Dans les années 90, les Espace V6 et Volkswagen Sharan VR6 ouvrent la voie, sans être de vraies machines dynamiques. Opel, de son côté, va aller plus loin. Le Zafira marque déjà des points en proposant un format compact tout en offrant sept places, ce qu’un Scenic ne propose pas en 1999.
Et pour une raison difficile à expliquer, Opel confie le Zafira au département OPC. En 2001 naît un monospace survitaminé : jantes de 17 pouces, éléments de carrosserie plus agressifs, teintes bleues vives… et surtout un 2.0 turbo de 192 ch, capable de passer de 0 à 100 km/h en 8,2 s. Opel réitère sur la deuxième génération, cette fois avec 240 ch.

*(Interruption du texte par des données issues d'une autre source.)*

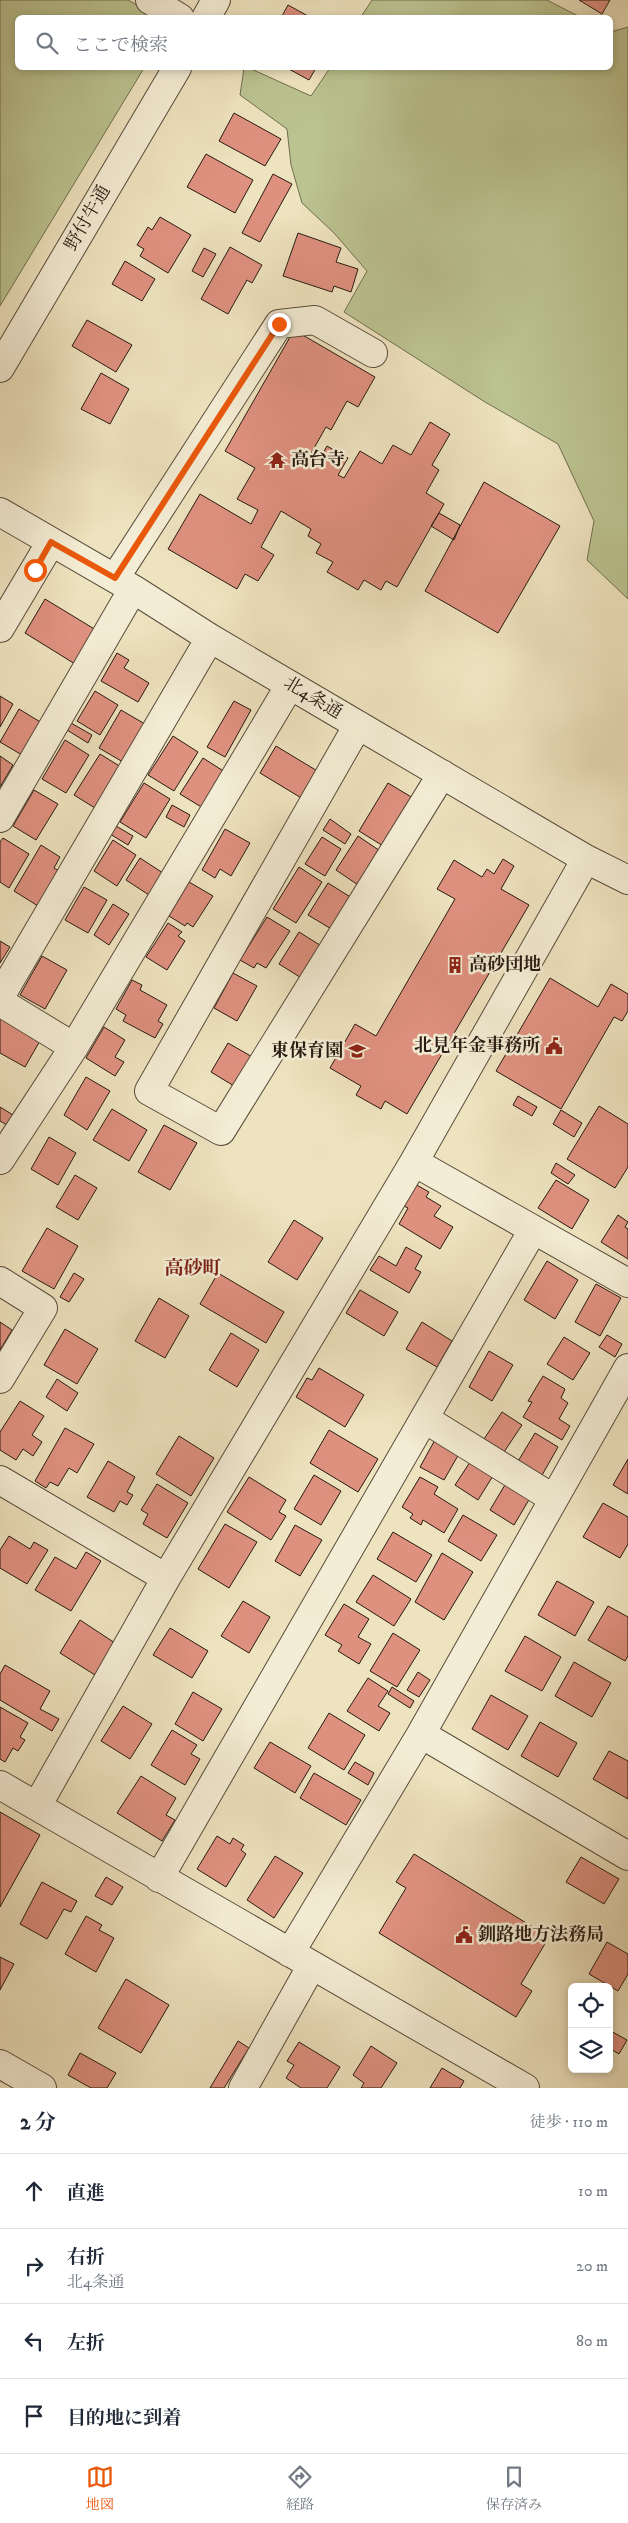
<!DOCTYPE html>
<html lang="ja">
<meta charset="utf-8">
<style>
body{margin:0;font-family:"IM FELL DW Pica","Noto Serif JP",serif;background:#f6f6f7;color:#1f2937}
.controls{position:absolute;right:15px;bottom:15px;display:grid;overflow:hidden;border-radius:8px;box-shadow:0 2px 8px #0003}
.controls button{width:45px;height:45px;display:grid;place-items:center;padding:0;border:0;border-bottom:1px solid #e0e1e3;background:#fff;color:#1f2937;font:25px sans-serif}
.stop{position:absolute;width:15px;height:15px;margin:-11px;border:4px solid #ea580c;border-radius:50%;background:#fff}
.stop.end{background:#ea580c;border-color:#fff;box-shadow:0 1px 5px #0008}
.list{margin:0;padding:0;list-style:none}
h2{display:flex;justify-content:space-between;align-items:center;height:65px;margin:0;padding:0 20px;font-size:21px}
h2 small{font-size:16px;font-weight:400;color:#747a83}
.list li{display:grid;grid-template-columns:32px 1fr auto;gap:15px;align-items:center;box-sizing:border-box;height:75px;padding:0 20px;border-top:1px solid #e0e1e3}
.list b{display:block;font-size:19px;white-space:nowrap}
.list p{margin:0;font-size:16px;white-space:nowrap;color:#747a83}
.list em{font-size:16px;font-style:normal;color:#747a83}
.icon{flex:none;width:28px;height:28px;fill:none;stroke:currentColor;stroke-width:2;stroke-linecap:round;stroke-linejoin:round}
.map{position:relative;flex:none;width:628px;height:2088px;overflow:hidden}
.search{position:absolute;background:#fff;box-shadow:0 2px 8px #0003;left:15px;right:15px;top:15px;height:55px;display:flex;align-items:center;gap:12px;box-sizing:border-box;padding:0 18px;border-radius:8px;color:#747a83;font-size:19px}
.sheet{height:365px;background:#fff}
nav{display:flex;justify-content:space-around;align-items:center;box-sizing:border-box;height:70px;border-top:1px solid #e0e1e3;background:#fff;font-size:14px;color:#747a83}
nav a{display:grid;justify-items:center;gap:2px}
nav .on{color:#ea580c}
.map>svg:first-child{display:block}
</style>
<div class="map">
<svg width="628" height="2088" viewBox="0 0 628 2088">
<rect width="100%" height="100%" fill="#eee3bf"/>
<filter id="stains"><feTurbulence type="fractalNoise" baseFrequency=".004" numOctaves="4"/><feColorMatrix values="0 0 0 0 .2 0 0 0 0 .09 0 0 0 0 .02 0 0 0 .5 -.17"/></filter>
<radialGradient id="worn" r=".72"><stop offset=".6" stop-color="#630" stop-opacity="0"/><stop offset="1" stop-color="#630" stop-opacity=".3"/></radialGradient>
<!-- green -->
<path fill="#bbc390" stroke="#716e50" d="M0,0H128L158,17L18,18V68H144L0,306Z
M372,0H547L580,17H361Z
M628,27V599L587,560L594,521L558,444L485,402L344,312L367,271L334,233L302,203L291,165L287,129L240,95L244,68H249L311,96L330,68H610L611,32Z"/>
<!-- building -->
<path fill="#df9180" stroke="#271a11" d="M579,0H610L602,14Z
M288,5L308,16L307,18H281Z
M287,68H316L309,80Z
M234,113L281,139L265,166L219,141Z
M206,154L253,180L235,213L187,187Z
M273,174L292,184L260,242L242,233Z
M160,217L191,235L168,273L140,256L144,249L137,245L148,227L152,230Z
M298,233L341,248L336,262L358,269L351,292L334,286L332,292L283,276Z
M230,247L262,265L252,283L247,280L228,314L201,299Z
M204,248L216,254L203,277L192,271Z
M125,261L155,279L142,301L112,284Z
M87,320L132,345L116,372L72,346Z
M294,330L375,377L358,407L347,401L331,430L326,427L309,457L318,462L327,446L348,458L338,475L344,478L360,451L382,464L393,445L411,455L430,422L450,434L432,465L439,470L426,493L444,504L397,587L386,581L381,590L364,580L358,590L327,572L333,562L316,553L321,544L308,536L311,529L281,511L261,547L274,555L258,581L245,574L237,589L168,549L200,494L251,524L258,510L237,499L255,468L225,451Z
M101,373L129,389L110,424L81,409Z
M484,482L560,526L498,633L425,591Z
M439,513L460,525L454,540L431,526Z
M45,599L96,630L75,664L25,633Z
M117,653L129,660L124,668L149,683L138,702L101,681Z
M95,691L118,705L100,735L77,721Z
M0,696L13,704L0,727Z
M234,701L251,710L225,757L207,747Z
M19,709L42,723L22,755L0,742Z
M121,710L145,724L123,762L99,748Z
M71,723L92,735L88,743L67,730Z
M173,736L198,752L174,791L148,775Z
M65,740L89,755L66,793L42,779Z
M276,746L319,772L303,799L260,773Z
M100,754L121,767L95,808L74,795Z
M0,756L13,765L0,787Z
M203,758L225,772L203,808L180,794Z
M144,783L170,799L146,838L120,822Z
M388,783L418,801L388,849L359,831Z
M34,790L58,804L36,840L13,826Z
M172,805L190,815L184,827L166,817Z
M330,819L351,834L345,844L323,830Z
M116,826L133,836L128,845L110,834Z
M225,829L250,843L231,876L220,869L215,878L202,870Z
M358,836L383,853L361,887L336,870Z
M322,837L341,849L325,876L305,864Z
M3,838L29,854L9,888L0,882V842Z
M113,840L136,855L117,886L94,871Z
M41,845L60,857L54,868L59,871L38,906L14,891Z
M140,858L163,873L149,895L126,880Z
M503,859L514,866L501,889L529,905L407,1114L385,1101L381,1109L356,1095L361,1086L330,1068L355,1024L376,1036L455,899L437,889L454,860L482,877L487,869L494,874Z
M299,867L322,882L296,923L273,909Z
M189,882L213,896L193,927L187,923L185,926L169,916Z
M328,883L352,898L333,930L308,915Z
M84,887L107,900L88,933L65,920Z
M113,904L129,914L109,945L94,935Z
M267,917L290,931L266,968L257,963L254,968L240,960Z
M168,923L182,932L178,936L185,941L167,970L146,957Z
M299,932L323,947L303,979L279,964Z
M0,941L10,947L0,963Z
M42,956L67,970L45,1009L20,995Z
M233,973L257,986L237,1021L214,1008Z
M550,978L598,1007L611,984L628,994V1011L622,1021L614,1017L561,1109L496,1071Z
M132,980L142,985L140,990L167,1005L158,1021L163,1024L155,1038L123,1021L126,1015L116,1009Z
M0,1015L41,1039L25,1067L0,1053Z
M104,1027L125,1040L115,1057L124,1062L115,1076L86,1058Z
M228,1043L256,1059L239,1089L211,1072Z
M86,1077L110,1091L87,1130L64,1115Z
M518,1096L537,1107L532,1116L513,1105Z
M599,1106L628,1124V1167L615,1188L567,1159Z
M0,1107L13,1115L7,1125L0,1121Z
M112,1109L147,1130L129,1161L93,1140Z
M561,1110L582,1123L574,1137L553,1124Z
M164,1125L197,1143L170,1190L138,1172Z
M49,1137L76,1153L58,1185L31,1169Z
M556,1163L575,1175L568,1184L551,1173Z
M75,1175L97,1188L78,1220L56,1207Z
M556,1180L589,1200L572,1229L538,1208Z
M415,1184L429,1192L426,1197L441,1206L434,1216L453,1227L440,1249L399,1224L408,1208L402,1205Z
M618,1215L628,1222L625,1227L628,1229V1259L601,1242Z
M294,1220L323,1238L297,1280L268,1262Z
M47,1228L78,1246L54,1289L22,1271Z
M406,1247L422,1256L415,1269L421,1272L409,1293L370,1270L379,1256L396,1266Z
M547,1261L578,1280L555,1319L524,1300Z
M74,1273L84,1279L69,1302L60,1297Z
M218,1273L284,1312L266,1343L200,1304Z
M596,1284L621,1298L600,1336L575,1322Z
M360,1290L398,1312L384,1336L346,1313Z
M159,1298L189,1316L165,1358L135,1341Z
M0,1322L12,1330L0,1350Z
M422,1322L452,1341L437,1367L406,1349Z
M65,1329L98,1349L77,1384L44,1365Z
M231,1333L259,1350L237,1387L209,1370Z
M607,1335L622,1344L615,1357L599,1347Z
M564,1337L590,1353L573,1380L547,1364Z
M489,1351L513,1365L492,1401L469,1387Z
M319,1368L364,1395L345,1427L296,1397L307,1378L312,1380Z
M543,1376L565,1389L561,1398L568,1403L559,1419L570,1426L562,1440L523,1417L532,1402L528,1401Z
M57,1379L78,1393L67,1411L46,1397Z
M20,1401L44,1416L32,1435L42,1442L33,1456L23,1449L16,1460L0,1450V1432Z
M502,1412L522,1425L502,1455L482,1442Z
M65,1428L94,1444L77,1473L69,1468L58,1486L50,1482L46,1488L35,1481Z
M329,1430L378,1459L358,1492L310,1463Z
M535,1433L558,1447L541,1477L517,1463Z
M179,1436L214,1458L191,1496L156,1474Z
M436,1438L460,1452L444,1480L420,1467Z
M474,1456L496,1471L478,1500L455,1485Z
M628,1459V1494L613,1485Z
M108,1461L135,1477L127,1492L133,1495L127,1505L120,1501L114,1512L87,1497Z
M314,1475L341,1491L321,1525L294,1509Z
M249,1477L286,1500L279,1512L286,1516L271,1540L227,1512Z
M420,1477L438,1487L434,1494L458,1509L444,1533L423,1520L421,1525L410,1518L413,1514L402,1507Z
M509,1478L533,1493L514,1525L490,1510Z
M157,1484L188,1503L167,1538L143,1524L148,1514L141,1510Z
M603,1503L628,1517V1544L620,1558L583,1537Z
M463,1515L497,1535L481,1561L448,1541Z
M225,1524L257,1542L229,1588L198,1569Z
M295,1525L322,1540L300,1576L275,1561Z
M393,1532L432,1555L416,1582L377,1559Z
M9,1536L30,1549L34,1542L48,1550L27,1584L0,1568V1550Z
M86,1552L101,1561L71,1611L35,1590L55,1557L76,1569Z
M442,1553L473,1572L444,1620L415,1602Z
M373,1575L411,1599L394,1626L356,1602Z
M557,1581L594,1602L575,1636L538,1615Z
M243,1601L270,1617L249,1653L221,1636Z
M344,1604L369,1619L358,1637L371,1644L359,1664L338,1651L342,1645L325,1635Z
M608,1606L628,1617V1656L625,1661L588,1640Z
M80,1620L115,1643L95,1675L60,1653Z
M170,1628L208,1651L192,1678L153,1655Z
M393,1633L420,1650L397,1687L370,1671Z
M525,1636L561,1657L542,1691L505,1671Z
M574,1662L611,1683L592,1717L555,1696Z
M5,1665L50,1691L40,1709L59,1719L52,1731L0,1700V1674Z
M418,1672L430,1680L419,1697L407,1690Z
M368,1678L388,1691L378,1706L390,1713L379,1731L347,1711Z
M392,1687L414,1701L410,1708L388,1694Z
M193,1692L222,1709L203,1741L175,1724Z
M491,1695L528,1716L508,1750L472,1729Z
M123,1706L152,1724L130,1759L101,1741Z
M0,1707L28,1723L20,1737L25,1740L18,1751L13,1748L5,1762L0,1759Z
M329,1713L365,1735L344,1770L308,1748Z
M540,1722L577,1743L558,1777L521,1756Z
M172,1730L197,1745L191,1754L200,1759L185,1785L151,1765Z
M270,1742L311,1766L295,1793L254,1768Z
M609,1751L628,1761V1799L593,1779Z
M355,1762L374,1773L368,1785L348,1773Z
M314,1773L361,1800L346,1825L300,1798Z
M141,1776L176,1798L166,1815L175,1820L162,1841L117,1813Z
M0,1812L40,1835L0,1907Z
M217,1836L230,1844L233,1838L244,1845L241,1850L246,1854L226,1887L197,1869Z
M414,1854L549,1937L521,1984L532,1991L516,2017L379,1933L406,1888L396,1882Z
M275,1856L303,1873L274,1918L247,1900Z
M581,1857L619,1879L604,1904L566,1882Z
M106,1877L123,1887L112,1905L95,1896Z
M42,1882L77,1901L71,1912L64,1909L47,1939L20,1924Z
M86,1916L102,1925L99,1930L114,1938L96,1972L65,1954Z
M607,1942L628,1954V1974L618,1991L589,1974Z
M0,1957L14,1964L0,1990Z
M126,1979L169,2005L141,2053L98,2028Z
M609,2030L627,2040L619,2054L609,2048Z
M238,2041L249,2048L224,2088H210Z
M299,2042L340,2067L327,2088H301L286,2078L294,2065L287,2061Z
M371,2046L397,2063L381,2088H361L364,2083L353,2075Z
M80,2053L116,2073L107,2088H91L68,2075Z
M442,2068L464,2081L460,2088H430Z"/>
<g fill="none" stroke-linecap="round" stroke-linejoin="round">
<!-- minor casing -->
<g stroke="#594c3c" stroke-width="30">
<path id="minor" d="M150,0L180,18
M206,18L216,0
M0,368L177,68
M0,512L133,589L210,638L358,725L586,859L628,880
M115,578L279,324L315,320L373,353
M0,628L51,542
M358,725L149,1091L221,1131L442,774
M0,818L133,589
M0,997L210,638
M0,1002L74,1047
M0,1160L74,1047L290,685
M414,1162L628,1283
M0,1281L43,1308L0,1379
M425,1419L554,1499
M0,1480L166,1578
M421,1734L628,1856
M0,1785L525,2088
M37,1806L166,1578L414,1162L586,859
M159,1878L533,1230
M290,1953L421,1734L628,1368
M0,2064L42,2088
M243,2088L312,1965"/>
</g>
<!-- minor -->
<use href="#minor" stroke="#f4edd5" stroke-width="28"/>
</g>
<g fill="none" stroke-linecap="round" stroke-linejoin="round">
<!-- route -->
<path stroke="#ea580c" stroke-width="6" d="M35,570L51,542L115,578L279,324"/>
</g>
<!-- icons -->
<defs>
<g id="temple-bare" transform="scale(1.35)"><path d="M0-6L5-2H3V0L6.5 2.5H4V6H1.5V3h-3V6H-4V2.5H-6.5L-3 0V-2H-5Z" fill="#8f2418" stroke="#f4edd5" stroke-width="2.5" paint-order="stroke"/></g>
<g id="building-bare" transform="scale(1.35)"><path d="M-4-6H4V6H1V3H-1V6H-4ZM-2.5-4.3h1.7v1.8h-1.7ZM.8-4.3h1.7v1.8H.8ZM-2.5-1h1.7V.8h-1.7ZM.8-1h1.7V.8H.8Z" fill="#8f2418" stroke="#f4edd5" stroke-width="2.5" paint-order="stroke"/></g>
<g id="civic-bare" transform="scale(1.35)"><path d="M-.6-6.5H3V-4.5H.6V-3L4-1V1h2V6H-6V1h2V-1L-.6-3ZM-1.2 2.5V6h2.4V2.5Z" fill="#8f2418" stroke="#f4edd5" stroke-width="2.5" paint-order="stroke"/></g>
<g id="school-bare" transform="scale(1.35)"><path d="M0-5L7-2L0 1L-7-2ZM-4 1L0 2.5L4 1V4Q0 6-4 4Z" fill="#8f2418" stroke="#f4edd5" stroke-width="2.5" paint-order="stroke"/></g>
</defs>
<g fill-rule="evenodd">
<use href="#temple-bare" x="277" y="460"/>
<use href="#building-bare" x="455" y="965"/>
<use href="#civic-bare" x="554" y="1046"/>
<use href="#school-bare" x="357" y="1051"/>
<use href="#civic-bare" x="464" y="1935"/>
</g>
<g text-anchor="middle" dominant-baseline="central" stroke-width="5" stroke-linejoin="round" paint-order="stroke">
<!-- street labels -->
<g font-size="18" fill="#271a11" stroke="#f4edd5">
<text transform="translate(88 218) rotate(-60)">野付牛通</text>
<text transform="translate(313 698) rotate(31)">北4条通</text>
</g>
<!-- poi labels -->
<g font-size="18" font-weight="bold" fill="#271a11" stroke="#f4edd5" text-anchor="start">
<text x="291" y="460">高台寺</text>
<text x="469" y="965">高砂団地</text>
<text x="540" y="1046" text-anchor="end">北見年金事務所</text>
<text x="343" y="1051" text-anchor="end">東保育園</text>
<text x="478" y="1935">釧路地方法務局</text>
</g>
<!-- neighbourhood labels -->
<g font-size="19" font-weight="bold" fill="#7a1f14" stroke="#f4edd5">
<text x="193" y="1268">高砂町</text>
</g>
</g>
<rect width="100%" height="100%" filter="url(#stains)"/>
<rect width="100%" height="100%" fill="url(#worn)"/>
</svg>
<div class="controls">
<button><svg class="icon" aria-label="locate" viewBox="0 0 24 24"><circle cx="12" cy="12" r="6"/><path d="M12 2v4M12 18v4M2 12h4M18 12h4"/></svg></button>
<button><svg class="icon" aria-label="layers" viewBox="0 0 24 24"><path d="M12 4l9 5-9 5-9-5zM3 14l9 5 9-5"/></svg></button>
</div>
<div class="stop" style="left:35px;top:570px"></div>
<div class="stop end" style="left:279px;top:324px"></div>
<div class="search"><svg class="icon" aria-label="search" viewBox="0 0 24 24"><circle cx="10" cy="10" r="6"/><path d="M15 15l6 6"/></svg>ここで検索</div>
</div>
<section class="sheet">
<h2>2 分<small>徒歩 · 110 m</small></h2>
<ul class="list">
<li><svg class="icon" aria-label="ahead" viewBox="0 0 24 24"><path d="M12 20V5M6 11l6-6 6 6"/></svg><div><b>直進</b></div><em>10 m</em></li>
<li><svg class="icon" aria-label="right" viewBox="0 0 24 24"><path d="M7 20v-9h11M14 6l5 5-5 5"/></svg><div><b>右折</b><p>北4条通</p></div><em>20 m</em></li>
<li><svg class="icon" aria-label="left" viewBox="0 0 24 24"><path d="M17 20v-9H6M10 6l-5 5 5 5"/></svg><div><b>左折</b></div><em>80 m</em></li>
<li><svg class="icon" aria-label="arrive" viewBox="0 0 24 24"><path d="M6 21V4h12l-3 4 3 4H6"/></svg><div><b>目的地に到着</b></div></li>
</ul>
</section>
<nav>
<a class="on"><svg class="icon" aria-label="map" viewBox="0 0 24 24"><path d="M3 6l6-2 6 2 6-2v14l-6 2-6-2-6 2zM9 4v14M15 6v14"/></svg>地図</a>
<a><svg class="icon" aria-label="directions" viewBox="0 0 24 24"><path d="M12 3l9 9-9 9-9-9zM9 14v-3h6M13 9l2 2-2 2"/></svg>経路</a>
<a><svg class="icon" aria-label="saved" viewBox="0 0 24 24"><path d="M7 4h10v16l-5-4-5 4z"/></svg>保存済み</a>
</nav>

Et comme si ce n’était pas assez improbable, le minispace Meriva a lui aussi droit à sa déclinaison entre 2006 et 2009 : 180 ch pour un véhicule urbain monocorps, à l’opposé de toute idée de sportivité. Là encore, le public ne suit pas. De toute façon, le marché est déjà en train de basculer vers les SUV, avec l’arrivée de modèles comme les Toyota RAV4 et Nissan Qashqai.
En quelques années, le monospace a tout tenté : séduire les amateurs de style, de performance, d’évasion, parfois en cumulant plusieurs promesses dans une seule voiture. Beaucoup de ces essais n’ont pas été des succès massifs, mais ils racontent une époque où les constructeurs osaient encore des paris franchement inattendus.
Et si ces mélanges de genres reviennent un jour sous une autre forme, ils risquent bien d’être encore plus surprenants — parce que l’automobile, quand elle se lâche, n’aime pas les cases.
8 552 acheteurs ont acheté le Renault Avantime entre 2001 et 2003.
Le Renault Avantime proposait le V6 3.0 de 210 ch, puis un 2.0 L turbo de 165 ch et un diesel de 150 ch.
L’Opel Zafira OPC avec le 2.0 turbo de 192 ch passe de 0 à 100 km/h en 8,2 s.